------ DATA IN THIS EXERCISE

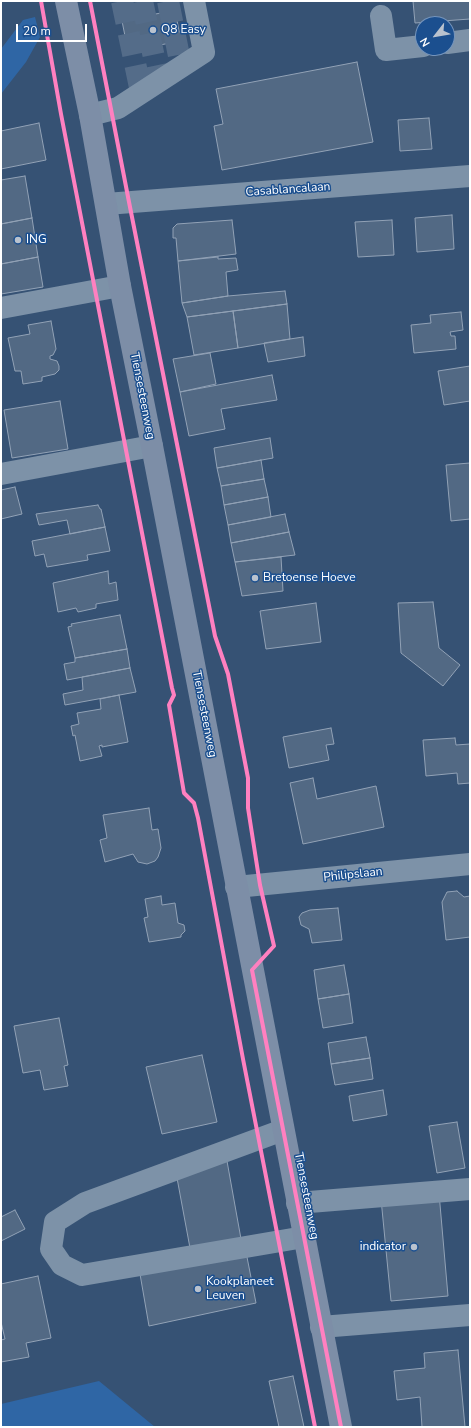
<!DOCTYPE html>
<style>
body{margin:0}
#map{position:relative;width:471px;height:1428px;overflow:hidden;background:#365274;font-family:"Nunito Sans",sans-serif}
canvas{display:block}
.frame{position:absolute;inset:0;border:2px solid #fff;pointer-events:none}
.north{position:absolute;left:415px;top:16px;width:40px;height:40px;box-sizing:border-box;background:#1b4f8f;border:1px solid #7695bc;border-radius:50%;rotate:239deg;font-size:11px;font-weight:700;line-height:16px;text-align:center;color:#fff}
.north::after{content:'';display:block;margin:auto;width:14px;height:18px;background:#b9c2ce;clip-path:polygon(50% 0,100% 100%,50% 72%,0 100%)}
.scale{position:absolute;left:16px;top:24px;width:71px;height:18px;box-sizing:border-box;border:2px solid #fff;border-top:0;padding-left:5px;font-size:12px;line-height:14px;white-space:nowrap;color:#fff;-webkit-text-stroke:3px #1b4f8f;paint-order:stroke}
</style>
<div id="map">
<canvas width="471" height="1428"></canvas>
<div class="frame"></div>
<div class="north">N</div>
<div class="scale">20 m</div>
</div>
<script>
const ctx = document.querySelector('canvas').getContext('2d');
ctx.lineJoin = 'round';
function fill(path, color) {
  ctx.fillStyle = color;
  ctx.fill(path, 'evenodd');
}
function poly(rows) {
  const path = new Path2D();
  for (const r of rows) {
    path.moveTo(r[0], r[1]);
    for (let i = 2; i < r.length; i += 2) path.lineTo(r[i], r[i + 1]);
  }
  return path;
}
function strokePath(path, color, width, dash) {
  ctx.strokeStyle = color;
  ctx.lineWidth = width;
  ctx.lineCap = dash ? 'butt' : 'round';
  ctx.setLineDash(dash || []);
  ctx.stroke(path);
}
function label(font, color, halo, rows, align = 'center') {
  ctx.font = font + ' "Nunito Sans",sans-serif';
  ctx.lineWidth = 3;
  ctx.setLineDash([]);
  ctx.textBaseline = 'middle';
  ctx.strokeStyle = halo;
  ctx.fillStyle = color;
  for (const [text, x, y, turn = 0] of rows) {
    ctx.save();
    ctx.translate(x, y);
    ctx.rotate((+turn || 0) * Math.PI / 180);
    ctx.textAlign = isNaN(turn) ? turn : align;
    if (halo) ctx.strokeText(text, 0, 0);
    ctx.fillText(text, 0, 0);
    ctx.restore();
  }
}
fill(poly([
 [35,17,40,37,26,62,1,94,1,49,23,20],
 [99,1381,155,1427,1,1427,1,1404]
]), '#2f66a5');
const building = poly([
 [413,1,470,1,470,19,415,23,413,1],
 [175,10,181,41,128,51,122,21,175,10],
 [357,62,373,142,222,170,214,126,223,124,216,89,357,62],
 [429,118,432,149,400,151,398,120,429,118],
 [39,123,46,160,1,169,1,131,39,123],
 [25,176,32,218,1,224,1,180,25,176],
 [452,215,454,249,417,252,415,218,452,215],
 [32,218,38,257,1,264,1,224,32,218],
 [232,220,236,254,178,261,176,238,173,238,173,228,177,224,232,220],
 [392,220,394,255,358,257,355,222,392,220],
 [38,257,43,287,1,294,1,264,38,257],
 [218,257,218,259,236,258,238,270,226,272,228,296,182,303,178,261,218,257],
 [285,291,287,304,187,317,182,303,228,296,285,291],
 [287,304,290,339,238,348,233,311,287,304],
 [233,311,238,348,194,355,187,317,233,311],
 [461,312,463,330,450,332,451,336,455,336,456,349,414,353,411,325,431,323,430,315,461,312],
 [51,321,56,349,53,355,50,356,50,359,57,361,59,366,59,370,55,374,42,377,42,381,23,384,21,371,15,371,8,338,30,334,28,325,51,321],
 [303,337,305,356,268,362,264,343,303,337],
 [210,353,216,384,180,392,173,359,210,353],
 [470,366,470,401,444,405,438,371,470,366],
 [272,375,277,400,221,409,225,429,189,436,180,392,272,375],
 [60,401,68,449,12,458,4,410,60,401],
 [270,438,273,458,217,468,214,448,270,438],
 [261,460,264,479,221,486,217,468,261,460],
 [470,463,470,519,451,521,446,465,470,463],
 [264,479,268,497,224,505,221,486,264,479],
 [15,487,22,514,1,519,1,490,15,487],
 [268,497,271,517,228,525,224,505,268,497],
 [98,505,100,509,101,509,105,527,70,534,67,520,39,525,36,514,98,505],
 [285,514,289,532,231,543,228,525,285,514],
 [105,527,110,551,87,555,88,560,47,567,44,554,35,556,32,541,105,527],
 [289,532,295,555,235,562,231,543,289,532],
 [281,557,283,591,242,596,235,562,281,557],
 [108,571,109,584,116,582,118,600,96,604,96,608,78,612,76,608,58,612,53,583,108,571],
 [433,602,439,648,460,665,443,686,401,653,398,603,433,602],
 [316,603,321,642,266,649,260,611,316,603],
 [120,615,127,649,75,658,68,627,72,626,71,624,120,615],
 [127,649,130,668,67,680,64,664,75,662,75,658,127,649],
 [130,668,136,692,65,705,63,694,83,690,82,677,130,668],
 [119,695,128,742,102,747,102,745,99,746,102,756,80,761,75,735,73,736,71,726,79,724,77,713,101,709,100,699,119,695],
 [331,728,334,744,326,745,329,760,289,768,283,737,331,728],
 [455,738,456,745,470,744,470,783,458,784,457,773,426,776,423,740,455,738],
 [313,778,317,799,376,786,384,827,303,844,290,783,313,778],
 [149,808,152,830,158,829,161,848,158,857,155,861,147,864,138,862,133,854,105,862,100,840,107,838,103,815,149,808],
 [457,891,464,897,470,896,470,937,446,940,442,902,447,892,457,891],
 [161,896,162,905,175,903,178,923,184,925,185,931,181,935,181,937,149,942,144,918,148,917,145,899,161,896],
 [338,908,342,940,312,943,309,929,301,925,299,917,302,913,310,910,338,908],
 [344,965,349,994,318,999,314,970,344,965],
 [349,994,353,1023,323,1028,318,999,349,994],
 [59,1018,68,1065,64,1066,68,1086,44,1090,40,1070,23,1073,14,1026,59,1018],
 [366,1037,370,1058,331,1064,328,1043,366,1037],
 [202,1055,217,1122,162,1134,146,1067,202,1055],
 [370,1058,373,1079,335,1085,331,1064,370,1058],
 [383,1090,387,1115,353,1121,349,1096,383,1090],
 [457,1122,465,1168,437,1173,429,1126,457,1122],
 [227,1161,241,1239,190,1248,177,1178,227,1161],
 [439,1193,448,1296,391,1301,381,1199,439,1193],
 [15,1210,25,1229,1,1241,1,1217,15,1210],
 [246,1252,256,1303,149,1326,140,1274,246,1252],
 [38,1276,51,1338,26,1343,29,1357,1,1362,1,1340,5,1339,1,1322,1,1284,38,1276],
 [458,1350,465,1427,422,1427,420,1397,397,1400,394,1371,425,1368,424,1353,458,1350],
 [293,1376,304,1427,279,1427,269,1381,293,1376]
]);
fill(building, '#526984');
strokePath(building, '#92a2b6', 1);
strokePath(poly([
 [122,1,141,92],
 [142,1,159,81],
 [168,1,181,66]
]), '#546c89', 22, [22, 11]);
strokePath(poly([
 [381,16,386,50,423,46],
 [447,43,470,40],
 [90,115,118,108,204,52,194,1],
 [106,204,470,176],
 [1,308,120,286],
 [1,474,152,446],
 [236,887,470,864],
 [283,1130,85,1203,55,1222,51,1249,62,1265,82,1275,304,1237],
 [297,1203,470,1189],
 [321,1327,470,1315]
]), '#7d92a8', 22);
strokePath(poly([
 [66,1,90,115,120,286,152,446,341,1427]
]), '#7d8ea7', 22);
strokePath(poly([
 [41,1,61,114,172,688,174,695,169,705,184,793,194,803,198,818,243,1059,315,1427],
 [90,1,129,202,215,636,228,674,248,778,248,808,260,885,274,946,252,970,341,1427]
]), '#ff80c0', 4);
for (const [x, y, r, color] of [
 [153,30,4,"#b9c2ce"],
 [18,240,4,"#b9c2ce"],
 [255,578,4,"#b9c2ce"],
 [414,1247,4,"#b9c2ce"],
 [198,1289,4,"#b9c2ce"]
]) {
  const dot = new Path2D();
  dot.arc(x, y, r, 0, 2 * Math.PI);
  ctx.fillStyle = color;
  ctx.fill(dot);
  strokePath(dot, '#1b4f8f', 1.5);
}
label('12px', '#fff', '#1b4f8f', [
 ["Q8 Easy",161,30],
 ["ING",26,240],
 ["Bretoense Hoeve",263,578],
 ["indicator",406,1247,"right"],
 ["Kookplaneet",206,1282],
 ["Leuven",206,1296]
], 'left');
label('12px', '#fff', '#1b4f8f', [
 ["Casablancalaan",288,190,-4],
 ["Tiensesteenweg",142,396,79],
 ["Tiensesteenweg",204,714,79],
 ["Philipslaan",353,875,-6],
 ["Tiensesteenweg",306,1196,79]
]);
</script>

------------

## WORK REQUIRED
All lines of the records containing "rows" should be shown.

## PROBLEM SOLUTION
function poly(rows) {
  for (const r of rows) {
function label(font, color, halo, rows, align = 'center') {
  for (const [text, x, y, turn = 0] of rows) {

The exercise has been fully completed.